_Work required_.
Return the data given below exactly as it appears.

_Records from a collection_.

--------

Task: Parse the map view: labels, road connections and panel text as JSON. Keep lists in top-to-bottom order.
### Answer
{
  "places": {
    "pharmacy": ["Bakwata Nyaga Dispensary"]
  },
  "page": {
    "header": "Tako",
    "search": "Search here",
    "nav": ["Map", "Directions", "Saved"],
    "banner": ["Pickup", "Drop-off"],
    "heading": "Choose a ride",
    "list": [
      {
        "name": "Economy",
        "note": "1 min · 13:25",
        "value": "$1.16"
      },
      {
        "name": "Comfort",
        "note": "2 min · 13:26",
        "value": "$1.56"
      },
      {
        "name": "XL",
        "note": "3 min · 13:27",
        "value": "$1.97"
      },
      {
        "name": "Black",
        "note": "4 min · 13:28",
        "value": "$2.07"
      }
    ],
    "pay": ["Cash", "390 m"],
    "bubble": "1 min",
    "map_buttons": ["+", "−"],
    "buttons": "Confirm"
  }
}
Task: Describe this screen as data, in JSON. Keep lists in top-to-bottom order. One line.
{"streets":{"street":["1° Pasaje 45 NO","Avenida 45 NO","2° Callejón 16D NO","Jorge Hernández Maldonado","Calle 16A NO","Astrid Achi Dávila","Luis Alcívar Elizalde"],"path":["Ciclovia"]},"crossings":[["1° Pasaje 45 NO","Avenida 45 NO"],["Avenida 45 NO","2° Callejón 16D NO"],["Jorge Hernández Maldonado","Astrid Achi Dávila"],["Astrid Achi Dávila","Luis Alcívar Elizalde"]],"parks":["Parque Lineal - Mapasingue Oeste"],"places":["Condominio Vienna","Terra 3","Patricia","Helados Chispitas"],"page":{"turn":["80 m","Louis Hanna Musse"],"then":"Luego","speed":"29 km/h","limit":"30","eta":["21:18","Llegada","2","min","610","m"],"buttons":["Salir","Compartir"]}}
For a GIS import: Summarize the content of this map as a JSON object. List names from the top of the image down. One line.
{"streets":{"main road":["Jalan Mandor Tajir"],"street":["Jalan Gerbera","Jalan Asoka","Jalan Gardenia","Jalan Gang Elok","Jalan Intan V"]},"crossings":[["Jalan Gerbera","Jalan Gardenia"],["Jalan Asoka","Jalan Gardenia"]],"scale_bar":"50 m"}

--------

_Result_.
Task: Parse the map view: labels, road connections and panel text as JSON. Keep lists in top-to-bottom order.
### Answer
{
  "places": {
    "pharmacy": ["Bakwata Nyaga Dispensary"]
  },
  "page": {
    "header": "Tako",
    "search": "Search here",
    "nav": ["Map", "Directions", "Saved"],
    "banner": ["Pickup", "Drop-off"],
    "heading": "Choose a ride",
    "list": [
      {
        "name": "Economy",
        "note": "1 min · 13:25",
        "value": "$1.16"
      },
      {
        "name": "Comfort",
        "note": "2 min · 13:26",
        "value": "$1.56"
      },
      {
        "name": "XL",
        "note": "3 min · 13:27",
        "value": "$1.97"
      },
      {
        "name": "Black",
        "note": "4 min · 13:28",
        "value": "$2.07"
      }
    ],
    "pay": ["Cash", "390 m"],
    "bubble": "1 min",
    "map_buttons": ["+", "−"],
    "buttons": "Confirm"
  }
}
Task: Describe this screen as data, in JSON. Keep lists in top-to-bottom order. One line.
{"streets":{"street":["1° Pasaje 45 NO","Avenida 45 NO","2° Callejón 16D NO","Jorge Hernández Maldonado","Calle 16A NO","Astrid Achi Dávila","Luis Alcívar Elizalde"],"path":["Ciclovia"]},"crossings":[["1° Pasaje 45 NO","Avenida 45 NO"],["Avenida 45 NO","2° Callejón 16D NO"],["Jorge Hernández Maldonado","Astrid Achi Dávila"],["Astrid Achi Dávila","Luis Alcívar Elizalde"]],"parks":["Parque Lineal - Mapasingue Oeste"],"places":["Condominio Vienna","Terra 3","Patricia","Helados Chispitas"],"page":{"turn":["80 m","Louis Hanna Musse"],"then":"Luego","speed":"29 km/h","limit":"30","eta":["21:18","Llegada","2","min","610","m"],"buttons":["Salir","Compartir"]}}
For a GIS import: Summarize the content of this map as a JSON object. List names from the top of the image down. One line.
{"streets":{"main road":["Jalan Mandor Tajir"],"street":["Jalan Gerbera","Jalan Asoka","Jalan Gardenia","Jalan Gang Elok","Jalan Intan V"]},"crossings":[["Jalan Gerbera","Jalan Gardenia"],["Jalan Asoka","Jalan Gardenia"]],"scale_bar":"50 m"}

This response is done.